We’ve heard from Aperus a couple of times previously – very atmospheric records from Santa Fe made with a curious mix of field recordings, weather recordings, electronics, and ambient captures from the ether. Aperus is solo project of Brian McWilliams, who’s here again today as one half of Remanence, a collaborative project with John Phipps.

Active since 1995 they managed to release but five albums over 28 years, starting out with a cassette called Premonition, but it seems Sepiadrone (RESONANT EFFECTS RFXCD03) might be their last gasp. Where Aperus is very focussed on evoking a sense of place, Remanence seems to be more of a musical / performance / recording thing, involving guitars, samples, synths, and objects, with the emphasis on very profound transformations of their source materials, and a sense that they’re working and exploring together right there in the room and very much in the moment (unlike say one of those situations where the recording artists don’t actually meet up and simply swap soundfiles across continents). One of them even kept a diary as they were making this record, and there’s a short excerpt printed here on the press release – indicating that marbles and rocks are every bit as important to them as guitars and drums, and the elusive thrill they’re both seeking is is to do with actions such as vibrating, dragging and rolling their objects around.

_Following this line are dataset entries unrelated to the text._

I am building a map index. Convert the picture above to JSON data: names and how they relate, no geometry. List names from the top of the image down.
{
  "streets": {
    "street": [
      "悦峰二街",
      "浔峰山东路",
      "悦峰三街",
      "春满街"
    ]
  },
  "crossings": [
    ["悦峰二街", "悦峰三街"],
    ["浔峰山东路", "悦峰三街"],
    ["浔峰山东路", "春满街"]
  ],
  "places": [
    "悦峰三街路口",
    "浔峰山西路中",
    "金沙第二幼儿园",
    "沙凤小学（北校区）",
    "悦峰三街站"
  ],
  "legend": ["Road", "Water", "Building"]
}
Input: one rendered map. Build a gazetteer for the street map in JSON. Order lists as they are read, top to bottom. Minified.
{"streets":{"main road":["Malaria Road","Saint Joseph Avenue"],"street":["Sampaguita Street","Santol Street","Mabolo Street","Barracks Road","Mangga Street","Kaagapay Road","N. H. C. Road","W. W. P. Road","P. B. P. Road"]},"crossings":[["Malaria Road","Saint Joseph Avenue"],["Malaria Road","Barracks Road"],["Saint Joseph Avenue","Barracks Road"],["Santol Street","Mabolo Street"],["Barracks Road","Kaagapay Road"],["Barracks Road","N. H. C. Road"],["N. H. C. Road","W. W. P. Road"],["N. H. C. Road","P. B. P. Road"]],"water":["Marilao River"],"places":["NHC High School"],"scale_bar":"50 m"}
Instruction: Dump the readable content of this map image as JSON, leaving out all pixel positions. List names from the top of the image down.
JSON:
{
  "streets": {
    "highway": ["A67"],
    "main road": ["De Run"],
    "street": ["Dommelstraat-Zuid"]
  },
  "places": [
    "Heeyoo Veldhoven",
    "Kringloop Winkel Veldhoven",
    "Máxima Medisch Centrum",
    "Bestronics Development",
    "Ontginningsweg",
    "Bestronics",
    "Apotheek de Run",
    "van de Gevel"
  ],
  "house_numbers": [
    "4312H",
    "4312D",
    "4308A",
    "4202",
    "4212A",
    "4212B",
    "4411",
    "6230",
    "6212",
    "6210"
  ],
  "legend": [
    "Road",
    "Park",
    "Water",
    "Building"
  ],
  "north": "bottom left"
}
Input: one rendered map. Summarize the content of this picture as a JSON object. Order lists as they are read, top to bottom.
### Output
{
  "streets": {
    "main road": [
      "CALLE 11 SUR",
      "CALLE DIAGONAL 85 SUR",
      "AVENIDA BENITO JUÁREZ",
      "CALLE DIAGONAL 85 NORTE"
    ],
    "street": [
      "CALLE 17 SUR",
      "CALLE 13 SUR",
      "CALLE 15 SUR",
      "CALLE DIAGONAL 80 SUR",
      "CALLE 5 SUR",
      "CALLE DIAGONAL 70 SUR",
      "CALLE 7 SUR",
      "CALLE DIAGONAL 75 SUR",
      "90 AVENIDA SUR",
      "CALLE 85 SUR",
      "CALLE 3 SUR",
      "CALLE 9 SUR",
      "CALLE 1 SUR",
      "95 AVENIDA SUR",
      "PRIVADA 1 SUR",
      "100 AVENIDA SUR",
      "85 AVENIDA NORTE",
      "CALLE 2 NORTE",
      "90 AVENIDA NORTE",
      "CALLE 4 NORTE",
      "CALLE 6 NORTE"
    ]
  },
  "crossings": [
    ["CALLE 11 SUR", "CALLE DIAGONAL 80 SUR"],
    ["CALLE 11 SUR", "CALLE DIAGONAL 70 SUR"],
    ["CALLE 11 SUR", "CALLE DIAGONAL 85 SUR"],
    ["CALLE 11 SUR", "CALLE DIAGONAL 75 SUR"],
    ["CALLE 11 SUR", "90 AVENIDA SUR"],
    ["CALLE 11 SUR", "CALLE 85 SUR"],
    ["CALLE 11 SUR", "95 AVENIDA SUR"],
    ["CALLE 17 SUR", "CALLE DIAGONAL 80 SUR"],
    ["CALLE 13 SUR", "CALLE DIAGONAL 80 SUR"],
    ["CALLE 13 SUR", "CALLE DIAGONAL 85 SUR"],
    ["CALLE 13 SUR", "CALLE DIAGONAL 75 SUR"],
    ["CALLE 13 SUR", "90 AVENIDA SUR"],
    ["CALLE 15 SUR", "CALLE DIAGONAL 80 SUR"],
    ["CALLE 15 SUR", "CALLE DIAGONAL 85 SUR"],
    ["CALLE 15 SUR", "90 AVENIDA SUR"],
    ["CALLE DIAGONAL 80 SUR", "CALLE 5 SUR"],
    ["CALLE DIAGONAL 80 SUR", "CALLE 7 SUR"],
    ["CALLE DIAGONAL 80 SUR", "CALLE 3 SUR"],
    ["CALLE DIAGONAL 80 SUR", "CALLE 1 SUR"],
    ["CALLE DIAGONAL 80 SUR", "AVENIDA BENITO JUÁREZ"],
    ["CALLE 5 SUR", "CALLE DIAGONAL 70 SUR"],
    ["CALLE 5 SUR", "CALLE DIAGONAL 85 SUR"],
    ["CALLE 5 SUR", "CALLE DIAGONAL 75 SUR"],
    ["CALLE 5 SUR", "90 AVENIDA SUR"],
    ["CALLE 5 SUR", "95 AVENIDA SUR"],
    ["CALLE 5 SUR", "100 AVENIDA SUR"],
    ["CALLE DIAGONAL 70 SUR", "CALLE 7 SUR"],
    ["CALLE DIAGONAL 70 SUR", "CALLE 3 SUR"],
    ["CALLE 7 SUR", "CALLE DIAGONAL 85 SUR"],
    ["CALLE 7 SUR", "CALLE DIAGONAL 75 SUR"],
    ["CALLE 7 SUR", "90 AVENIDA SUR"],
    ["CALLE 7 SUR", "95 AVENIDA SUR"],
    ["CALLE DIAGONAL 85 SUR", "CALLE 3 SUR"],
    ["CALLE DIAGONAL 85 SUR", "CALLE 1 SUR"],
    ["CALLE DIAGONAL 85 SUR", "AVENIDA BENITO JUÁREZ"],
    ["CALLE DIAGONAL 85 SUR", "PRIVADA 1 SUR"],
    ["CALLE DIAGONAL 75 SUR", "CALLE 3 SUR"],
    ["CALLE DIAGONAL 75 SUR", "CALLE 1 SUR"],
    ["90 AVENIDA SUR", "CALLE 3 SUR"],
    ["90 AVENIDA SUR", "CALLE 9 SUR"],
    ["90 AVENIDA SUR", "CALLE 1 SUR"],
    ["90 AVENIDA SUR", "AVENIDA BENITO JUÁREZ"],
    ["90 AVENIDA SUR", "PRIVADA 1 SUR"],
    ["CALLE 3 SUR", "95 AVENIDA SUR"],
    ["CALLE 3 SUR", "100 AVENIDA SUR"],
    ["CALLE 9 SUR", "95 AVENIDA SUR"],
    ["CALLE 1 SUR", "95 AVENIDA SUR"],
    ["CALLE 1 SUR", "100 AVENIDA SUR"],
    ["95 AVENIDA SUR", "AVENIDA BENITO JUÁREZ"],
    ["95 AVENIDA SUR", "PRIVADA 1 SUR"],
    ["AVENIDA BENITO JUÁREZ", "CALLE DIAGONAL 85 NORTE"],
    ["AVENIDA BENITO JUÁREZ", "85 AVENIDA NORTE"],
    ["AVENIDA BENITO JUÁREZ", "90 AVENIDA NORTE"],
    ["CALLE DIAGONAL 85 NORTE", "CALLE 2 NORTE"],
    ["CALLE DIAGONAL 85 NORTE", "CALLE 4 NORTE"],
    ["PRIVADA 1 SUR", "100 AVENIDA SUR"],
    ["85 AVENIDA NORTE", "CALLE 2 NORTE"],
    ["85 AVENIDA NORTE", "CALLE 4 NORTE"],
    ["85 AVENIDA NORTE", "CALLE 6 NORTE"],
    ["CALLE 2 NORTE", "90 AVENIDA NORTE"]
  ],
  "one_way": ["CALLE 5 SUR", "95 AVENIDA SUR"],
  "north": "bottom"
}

That’s only the start of the day’s work, which continues naturally into turning on the samplers and building loops, then pushing the sounds into effects boxes and workstations (one of them, called Alchemy, is apparently capable of a “morphing” action, involving glorping together any number of unrelated sounds). Plus field recordings from nature also get layered into this enticing array. The other side of the Remanence plan is the visual dimension, and there’s not only the outsize card wallet cover art, but also a tracing-paper envelope filled with art postcards in full colour. These visuals reflect the duo’s concern with “recordings as tangible objects”, and though they may stop short of inviting us to regard the package as an art exhibit, they make plain their allegiance to specific visual antecedents by Russell Mills, Zoviet France, and Vaughan Oliver – the UK graphic designer strongly associated with 4AD covers and designs since 1983.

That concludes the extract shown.